Joining the DAR does not require an interest in genealogy, but it helps to have knowledge of your ancestry. To determine your eligibility, you will need to gather documents for yourself, your parents, grandparents, and possibly great-grandparents. With 94 chapters in Pennsylvania, the Pennsylvania State Society Daughters of the American Revolution (PSSDAR) has volunteers who can assist you if you need help with your research.

Please visit the National Society Daughters of the American Revolution "How to Join" page.

Real Daughter

The term "Real Daughter" is given to a daughter of an American Revolutionary War soldier or patriot who joined the National Society Daughters of the American Revolution. These 767 ladies, provided a living link to cause for which the National Society is named.

Huldah Amanda Chamberlain Brown (Mrs. Augustus P.)

Huldah Chamberlain Brown was accepted into membership by the National Society Daughters of the American Revolution Board of Management on June 6, 1900. Huldah Amanda Chamberlain, the daughter of Wright Chamberlain and his third wife, Mary Billings, was born on November 15, 1830. She was the twenty-third of Wright Chamberlain's twenty-six children. Hildah Chamberlain married Augustus P. Brown, born in Pittston, Pennsylvania, on July 8, 1810. Augustus P. Brown was a schoolteacher in Pittston and later in Archbald, Lackawanna County, Pennsylvania. After Augustus retired from teaching school, he was elected Tax Collector. He served in that capacity until just a few years before his death. Augustus and Huldah had two children who survived to adulthood: Mary (born November 26, 1852), who married Stanley S. Hards; and Wright A. (born November 26, 1859), who married Anna Posey. Augustus P. Brown died at Olyphant, Lackawanna County, Pennsylvania, on August 19, 1882, of pulmonary disease. He is buried next to his wife in Prospect Hill Cemetery in Peckville.

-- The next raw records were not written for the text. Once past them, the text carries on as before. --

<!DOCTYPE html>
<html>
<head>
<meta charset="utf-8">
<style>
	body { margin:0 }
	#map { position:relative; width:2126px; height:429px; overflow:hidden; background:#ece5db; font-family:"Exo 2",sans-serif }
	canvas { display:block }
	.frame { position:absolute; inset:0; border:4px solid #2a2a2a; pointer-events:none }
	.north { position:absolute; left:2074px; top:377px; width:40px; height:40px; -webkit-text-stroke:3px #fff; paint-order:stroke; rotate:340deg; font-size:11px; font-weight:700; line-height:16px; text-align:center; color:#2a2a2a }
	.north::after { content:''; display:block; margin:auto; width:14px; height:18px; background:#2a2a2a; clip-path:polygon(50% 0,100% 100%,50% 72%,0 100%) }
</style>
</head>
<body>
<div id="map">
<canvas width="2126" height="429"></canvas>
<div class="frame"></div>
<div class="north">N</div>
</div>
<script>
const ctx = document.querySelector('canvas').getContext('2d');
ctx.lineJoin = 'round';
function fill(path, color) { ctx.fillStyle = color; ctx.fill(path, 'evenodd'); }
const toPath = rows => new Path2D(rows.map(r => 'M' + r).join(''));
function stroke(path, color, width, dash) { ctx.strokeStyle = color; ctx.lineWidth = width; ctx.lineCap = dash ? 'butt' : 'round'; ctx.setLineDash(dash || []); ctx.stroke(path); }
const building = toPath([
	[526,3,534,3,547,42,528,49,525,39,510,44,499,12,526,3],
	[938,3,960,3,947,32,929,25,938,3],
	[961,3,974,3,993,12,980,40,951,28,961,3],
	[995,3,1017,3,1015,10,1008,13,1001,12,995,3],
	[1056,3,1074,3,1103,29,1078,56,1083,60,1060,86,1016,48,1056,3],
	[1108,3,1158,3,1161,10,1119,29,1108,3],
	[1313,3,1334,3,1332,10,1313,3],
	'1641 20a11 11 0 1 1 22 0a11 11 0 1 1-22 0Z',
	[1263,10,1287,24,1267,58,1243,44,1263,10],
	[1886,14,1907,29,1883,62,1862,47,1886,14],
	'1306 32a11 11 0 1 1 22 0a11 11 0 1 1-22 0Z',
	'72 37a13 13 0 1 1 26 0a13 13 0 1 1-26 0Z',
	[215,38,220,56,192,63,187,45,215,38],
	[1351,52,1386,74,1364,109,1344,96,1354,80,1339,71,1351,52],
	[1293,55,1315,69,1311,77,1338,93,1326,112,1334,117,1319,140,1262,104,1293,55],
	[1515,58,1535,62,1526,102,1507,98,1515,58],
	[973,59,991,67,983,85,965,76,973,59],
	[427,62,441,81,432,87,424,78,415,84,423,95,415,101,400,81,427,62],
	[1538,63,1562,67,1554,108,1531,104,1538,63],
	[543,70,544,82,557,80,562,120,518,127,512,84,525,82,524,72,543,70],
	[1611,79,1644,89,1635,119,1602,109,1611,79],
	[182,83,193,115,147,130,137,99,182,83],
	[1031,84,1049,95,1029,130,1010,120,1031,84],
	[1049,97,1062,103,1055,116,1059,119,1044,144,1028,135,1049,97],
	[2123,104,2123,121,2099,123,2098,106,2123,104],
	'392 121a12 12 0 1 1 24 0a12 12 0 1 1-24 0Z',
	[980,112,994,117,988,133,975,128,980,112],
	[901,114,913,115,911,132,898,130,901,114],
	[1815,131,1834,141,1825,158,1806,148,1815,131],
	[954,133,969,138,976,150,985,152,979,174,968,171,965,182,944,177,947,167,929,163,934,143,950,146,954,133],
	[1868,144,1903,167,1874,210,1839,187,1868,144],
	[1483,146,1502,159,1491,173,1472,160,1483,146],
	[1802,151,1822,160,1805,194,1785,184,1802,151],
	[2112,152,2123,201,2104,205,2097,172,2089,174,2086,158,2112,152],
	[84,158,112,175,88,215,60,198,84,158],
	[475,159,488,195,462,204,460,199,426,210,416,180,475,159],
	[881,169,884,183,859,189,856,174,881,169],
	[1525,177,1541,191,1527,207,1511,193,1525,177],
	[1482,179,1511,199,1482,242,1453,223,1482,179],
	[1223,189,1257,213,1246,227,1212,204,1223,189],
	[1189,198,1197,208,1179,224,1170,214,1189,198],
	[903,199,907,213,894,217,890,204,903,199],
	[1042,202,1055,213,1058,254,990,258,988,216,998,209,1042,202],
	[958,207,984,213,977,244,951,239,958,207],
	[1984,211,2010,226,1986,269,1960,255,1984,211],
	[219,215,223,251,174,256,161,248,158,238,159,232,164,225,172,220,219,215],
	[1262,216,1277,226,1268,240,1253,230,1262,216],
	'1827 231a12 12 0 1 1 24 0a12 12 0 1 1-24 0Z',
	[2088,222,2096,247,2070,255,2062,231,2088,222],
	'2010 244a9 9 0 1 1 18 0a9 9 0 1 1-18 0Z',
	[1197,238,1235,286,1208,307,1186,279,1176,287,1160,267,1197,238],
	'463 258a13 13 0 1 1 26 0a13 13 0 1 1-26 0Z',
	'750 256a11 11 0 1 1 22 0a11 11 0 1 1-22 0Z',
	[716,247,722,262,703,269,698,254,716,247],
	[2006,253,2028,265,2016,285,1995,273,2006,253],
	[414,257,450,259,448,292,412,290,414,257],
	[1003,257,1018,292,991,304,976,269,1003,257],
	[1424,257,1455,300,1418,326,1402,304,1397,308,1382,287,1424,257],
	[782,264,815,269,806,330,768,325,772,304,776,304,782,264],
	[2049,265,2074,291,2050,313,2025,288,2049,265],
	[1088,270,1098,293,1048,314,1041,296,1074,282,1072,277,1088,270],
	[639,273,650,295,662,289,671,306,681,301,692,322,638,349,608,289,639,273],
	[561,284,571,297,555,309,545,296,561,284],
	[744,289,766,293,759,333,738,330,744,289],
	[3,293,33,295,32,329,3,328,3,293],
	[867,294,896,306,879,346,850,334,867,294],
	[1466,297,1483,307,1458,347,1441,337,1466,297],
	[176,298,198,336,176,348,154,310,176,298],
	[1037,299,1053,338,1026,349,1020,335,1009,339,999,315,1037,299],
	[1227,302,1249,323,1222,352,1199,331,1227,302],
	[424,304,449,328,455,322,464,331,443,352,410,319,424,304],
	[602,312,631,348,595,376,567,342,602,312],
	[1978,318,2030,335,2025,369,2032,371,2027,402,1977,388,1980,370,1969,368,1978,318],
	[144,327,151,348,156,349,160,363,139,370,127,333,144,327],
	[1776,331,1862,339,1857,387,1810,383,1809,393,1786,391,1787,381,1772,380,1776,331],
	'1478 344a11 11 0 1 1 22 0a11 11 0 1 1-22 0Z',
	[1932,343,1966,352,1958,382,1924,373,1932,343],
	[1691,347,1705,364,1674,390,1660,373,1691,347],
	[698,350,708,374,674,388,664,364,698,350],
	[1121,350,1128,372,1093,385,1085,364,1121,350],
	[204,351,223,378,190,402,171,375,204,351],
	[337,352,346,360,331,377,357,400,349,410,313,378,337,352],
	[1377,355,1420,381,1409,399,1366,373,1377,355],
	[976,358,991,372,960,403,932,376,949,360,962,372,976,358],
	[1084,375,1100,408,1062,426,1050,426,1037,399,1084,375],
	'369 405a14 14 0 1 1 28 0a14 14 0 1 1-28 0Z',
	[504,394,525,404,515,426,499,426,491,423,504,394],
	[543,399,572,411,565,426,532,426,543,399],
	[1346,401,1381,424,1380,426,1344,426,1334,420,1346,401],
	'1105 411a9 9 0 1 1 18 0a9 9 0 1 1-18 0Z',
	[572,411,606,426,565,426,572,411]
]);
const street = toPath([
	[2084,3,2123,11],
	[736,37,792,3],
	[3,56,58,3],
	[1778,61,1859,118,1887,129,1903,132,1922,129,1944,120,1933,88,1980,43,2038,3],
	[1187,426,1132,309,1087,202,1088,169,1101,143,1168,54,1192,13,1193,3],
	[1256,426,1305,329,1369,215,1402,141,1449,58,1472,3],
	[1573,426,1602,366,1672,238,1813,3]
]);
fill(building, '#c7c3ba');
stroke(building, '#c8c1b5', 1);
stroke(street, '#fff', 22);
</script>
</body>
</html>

Additional information on the life and the Revolutionary War service of Wright Chamberlain can be found in the biography of his sister, Harriett Chamberlain Avery, also a member of the NSDAR. Her biography is entitled The Wright-Chamberlain Genealogy: From Immigrant Ancestors to Present Generations by Eunice Miena Barber.

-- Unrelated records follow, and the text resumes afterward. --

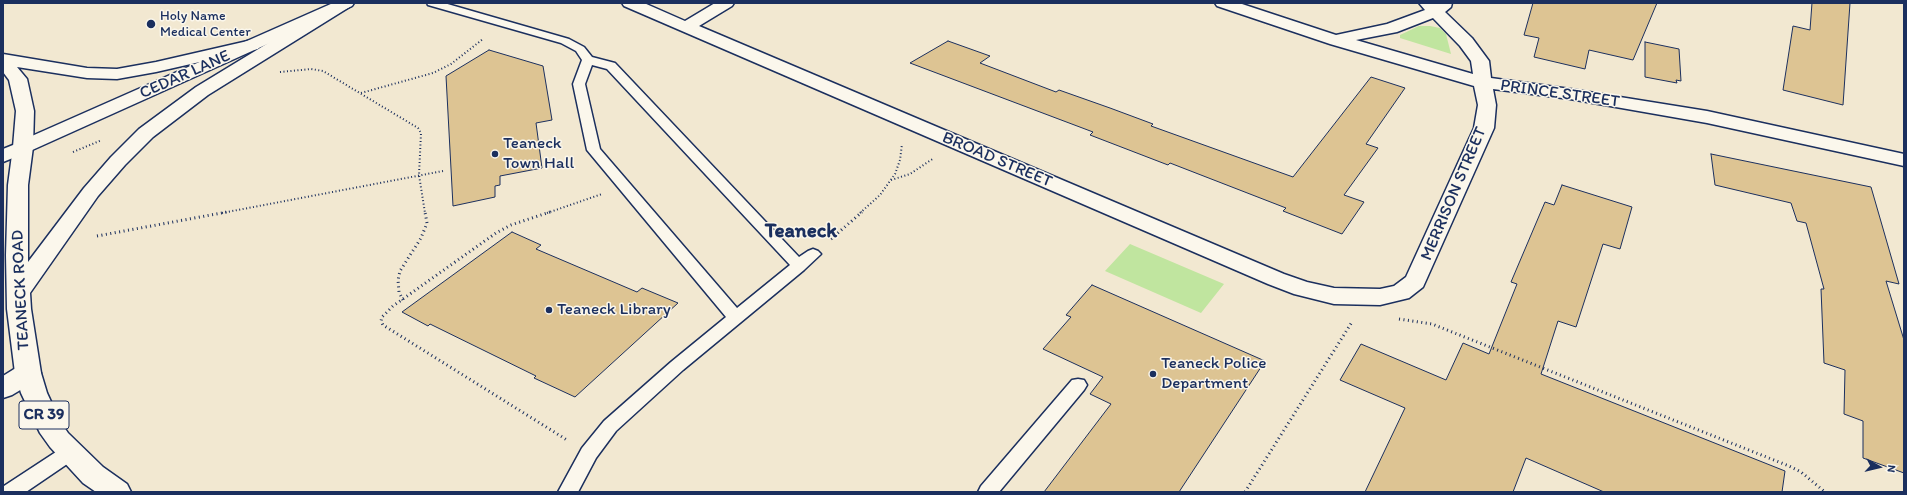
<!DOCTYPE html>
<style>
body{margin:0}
#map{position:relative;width:1907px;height:495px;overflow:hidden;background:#f2e8d1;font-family:Itim,sans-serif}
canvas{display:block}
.frame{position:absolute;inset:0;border:4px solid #1b2f5e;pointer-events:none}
.north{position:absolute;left:1859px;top:447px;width:40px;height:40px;-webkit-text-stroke:3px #fbf7ec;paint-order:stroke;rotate:98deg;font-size:11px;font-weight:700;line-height:16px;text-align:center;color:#1b2f5e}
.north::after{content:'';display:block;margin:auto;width:14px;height:18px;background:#1b2f5e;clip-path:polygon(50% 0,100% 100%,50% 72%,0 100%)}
</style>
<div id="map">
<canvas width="1907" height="495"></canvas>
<div class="frame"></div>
<div class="north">N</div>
</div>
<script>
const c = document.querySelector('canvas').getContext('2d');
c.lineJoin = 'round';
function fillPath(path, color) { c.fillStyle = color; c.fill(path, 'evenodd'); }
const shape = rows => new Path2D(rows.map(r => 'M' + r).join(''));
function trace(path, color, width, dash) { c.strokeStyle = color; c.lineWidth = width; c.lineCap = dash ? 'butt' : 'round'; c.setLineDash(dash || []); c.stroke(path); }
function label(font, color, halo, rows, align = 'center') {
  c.font = font + ' Itim,sans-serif'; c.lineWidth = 3; c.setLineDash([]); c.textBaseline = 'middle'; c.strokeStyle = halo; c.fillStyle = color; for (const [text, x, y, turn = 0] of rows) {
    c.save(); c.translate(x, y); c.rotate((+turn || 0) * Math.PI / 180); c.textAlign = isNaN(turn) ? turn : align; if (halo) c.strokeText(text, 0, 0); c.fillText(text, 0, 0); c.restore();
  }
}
fillPath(shape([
 [1419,26,1430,26,1440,28,1446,34,1451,54,1400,38,1400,35],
 [1130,244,1224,284,1201,313,1105,271]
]), '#c0e59f');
const building = shape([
 [1533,3,1657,3,1633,60,1589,50,1585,69,1534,57,1539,38,1524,35,1533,3],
 [1812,3,1850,3,1843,105,1783,90,1793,26,1810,30,1812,3],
 [948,41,990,56,980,63,1056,92,1059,90,1110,108,1153,124,1151,126,1293,177,1371,77,1405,88,1366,144,1378,148,1344,195,1364,202,1342,234,1283,211,1286,208,1170,163,1168,165,1090,135,1093,132,910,63,948,41],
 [1645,42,1679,49,1681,81,1676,80,1677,83,1645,77,1645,42],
 [489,50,543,66,552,120,536,123,542,168,500,176,500,185,495,186,495,197,453,206,446,76,489,50],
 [1711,154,1871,187,1899,284,1886,281,1904,340,1904,473,1863,458,1863,421,1844,414,1845,370,1824,363,1821,289,1824,289,1806,223,1797,221,1791,203,1715,185,1711,154],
 [1562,185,1632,207,1620,249,1603,244,1576,327,1558,321,1541,374,1785,471,1782,492,1604,492,1526,458,1513,492,1365,492,1405,408,1340,380,1361,344,1446,380,1463,343,1489,354,1517,284,1511,282,1545,202,1554,205,1562,185],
 [512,232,541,245,536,249,637,292,642,288,678,303,575,397,534,378,536,376,430,324,428,326,402,312,512,232],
 [1092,285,1265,361,1179,492,1044,492,1111,404,1090,394,1103,377,1043,349,1071,317,1066,315,1092,285]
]);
fillPath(building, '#ddc493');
trace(building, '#1b2f5e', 1);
const service = shape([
 [427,3,444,3,569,39,584,47,592,57,615,63,799,257,808,251,813,249,818,251,821,254,804,270,683,370,616,431,596,458,578,492,558,492,582,448,604,421,671,362,726,317,587,150,573,84,582,60,576,51,561,43,428,5,427,3],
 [592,65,607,69,790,265,737,308,600,149,585,84,592,65],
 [1078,379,1084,380,1087,385,1084,390,999,492,978,492,981,486,1072,380,1078,379],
 [69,446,76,448,78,453,76,458,26,492,3,492,4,486,62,448,69,446]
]);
const minor = shape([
 [622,3,644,3,685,21,715,3,734,3,732,6,699,26,1284,274,1307,282,1334,288,1380,289,1394,286,1406,277,1474,128,1478,105,1474,86,1330,44,1217,6,1215,3,1239,3,1336,35,1387,24,1425,10,1419,3,1452,3,1451,7,1445,12,1472,38,1489,61,1491,78,1570,89,1707,111,1904,154,1904,166,1707,123,1570,99,1493,89,1496,105,1494,128,1423,287,1409,298,1380,305,1334,304,1294,294,1268,284,624,6,622,3],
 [1433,18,1460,46,1471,61,1473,74,1356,40,1397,32,1433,18],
 [28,364,37,366,41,373,37,380,12,395,3,398,3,376,19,366,28,364]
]);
const tertiary = shape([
 [23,141,30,143,33,147,30,151,3,162,3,149,23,141]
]);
const secondary = shape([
 [333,3,354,3,352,6,30,151,23,153,16,151,13,147,16,143,333,3]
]);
const primary = shape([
 [334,3,353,3,351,6,208,95,153,137,125,165,98,196,30,293,31,309,41,373,47,393,60,421,68,433,103,467,127,484,131,492,96,492,83,483,50,447,40,433,21,393,15,373,7,309,6,255,8,185,13,147,16,111,9,80,3,72,3,54,87,68,117,69,156,62,252,40,258,41,260,45,258,49,252,50,156,72,117,79,87,78,17,67,27,79,34,111,33,147,28,185,28,262,84,188,111,157,139,129,196,87,334,3]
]);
trace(service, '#1b2f5e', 3);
trace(minor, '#1b2f5e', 3);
trace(tertiary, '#1b2f5e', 3);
trace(secondary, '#1b2f5e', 3);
trace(primary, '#1b2f5e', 3);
trace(shape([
 [280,72,311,69,323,71,418,128,421,133,419,175,425,213],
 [361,93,433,73,451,64,483,39],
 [73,152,102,140],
 [891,180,910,174,934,158],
 [222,213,443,171],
 [547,213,602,194],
 [860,213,880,195,895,174,900,160,902,144]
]), '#1b2f5e', 2, [1, 2.5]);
trace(shape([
 [550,212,511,225,496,233,393,306,382,317,381,321,383,325,567,440],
 [97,236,227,212],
 [831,239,862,212],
 [403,300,399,292,398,280,400,271,421,238,427,223,425,212],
 [1399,319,1432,324,1789,466,1801,472,1825,492],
 [1245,492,1352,322]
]), '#1b2f5e', 3, [1, 3.5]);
fillPath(service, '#fbf7ec');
fillPath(minor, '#fbf7ec');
fillPath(tertiary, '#fbf7ec');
fillPath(secondary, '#fbf7ec');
fillPath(primary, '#fbf7ec');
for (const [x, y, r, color] of [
 [151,24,5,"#1b2f5e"],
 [495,154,4,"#1b2f5e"],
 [549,310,4,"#1b2f5e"],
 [1153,374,4,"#1b2f5e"]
]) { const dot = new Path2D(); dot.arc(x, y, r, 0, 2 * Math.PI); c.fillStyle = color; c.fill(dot); trace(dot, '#fbf7ec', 1.5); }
label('14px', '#1b2f5e', '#fbf7ec', [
 ["Holy Name",160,16],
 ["Medical Center",160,32]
], 'left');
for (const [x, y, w] of [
 [44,415,50]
]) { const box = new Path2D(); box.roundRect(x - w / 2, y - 14, w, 28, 3); c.fillStyle = '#fbf7ec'; c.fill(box); trace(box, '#1b2f5e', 1); }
label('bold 16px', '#1b2f5e', null, [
 ["CR 39",44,415]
]);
label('17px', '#1b2f5e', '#fbf7ec', [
 ["CEDAR LANE",185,75,-24],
 ["PRINCE STREET",1560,94,8],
 ["BROAD STREET",997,160,23],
 ["MERRISON STREET",1454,194,-67],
 ["TEANECK ROAD",21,290,-93]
]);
label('17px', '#1b2f5e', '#fbf7ec', [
 ["Teaneck",503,144],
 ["Town Hall",503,164],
 ["Teaneck Library",557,310],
 ["Teaneck Police",1161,364],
 ["Department",1161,384]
], 'left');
label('bold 21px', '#1b2f5e', '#fbf7ec', [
 ["Teaneck",801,232]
]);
</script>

Huldah Chamberlain Brown died on Monday, December 31, 1917. Her obituary in the Scranton Times read as follows:

"Death yesterday claimed Mrs. Huldah A. Brown aged 87, the only real daughter of the American Revolution in the Scranton City Chapter of the DAR and said to be one of the only three living daughters in Pennsylvania. The end came at her home at 702 Main Street.
Mrs. Brown had been in excellent health up to last June, when she received injuries in a fall. She had been confined to her home more or less since that time and although the end was not entirely unexpected, her death caused keen regret throughout the community.
Mrs. Brown was born in Gibson, Susquehanna County, November 15, 1830, the daughter of Wright and Mary Chamberlain. Her father served through the entire Revolutionary War and Mrs. Brown frequently related the engagement in which he had participated. Mrs. Brown took an active part in the DAR circles frequently appearing in pageants, etc.
Surviving her is one son. W. A. Brown, one daughter Mrs. Stanley S. Hards of Dalton, one sister Mrs. Mary Clarke, aged 96 of Agenville, Virginia; also five grandchildren Mary, Irene, and Gud Brown of Peckville, Clara Brown and Mrs. A.D. Preston of Scranton.
The funeral will be held on Wednesday afternoon at 2 o'clock with services at the residence. Interment will be made in the Prospect Cemetery, Peckville."

The chapter dedicated a bronze 'Real Daughter' marker at Huldah Chamberlain Brown's gravesite on May 22, 1918. Opening remarks were made by Scranton City Chapter, NSDAR Regent, Mrs. F. H. Doane. The marker was unveiled by a grandson of Mrs. Brown. Remarks were presented by Miss Pickering, an early member of the chapter, and Mrs. A. D. Preston, a granddaughter of Mrs. Brown. The service concluded with a prayer by Chapter Chaplain, Mrs. E. P. Smith.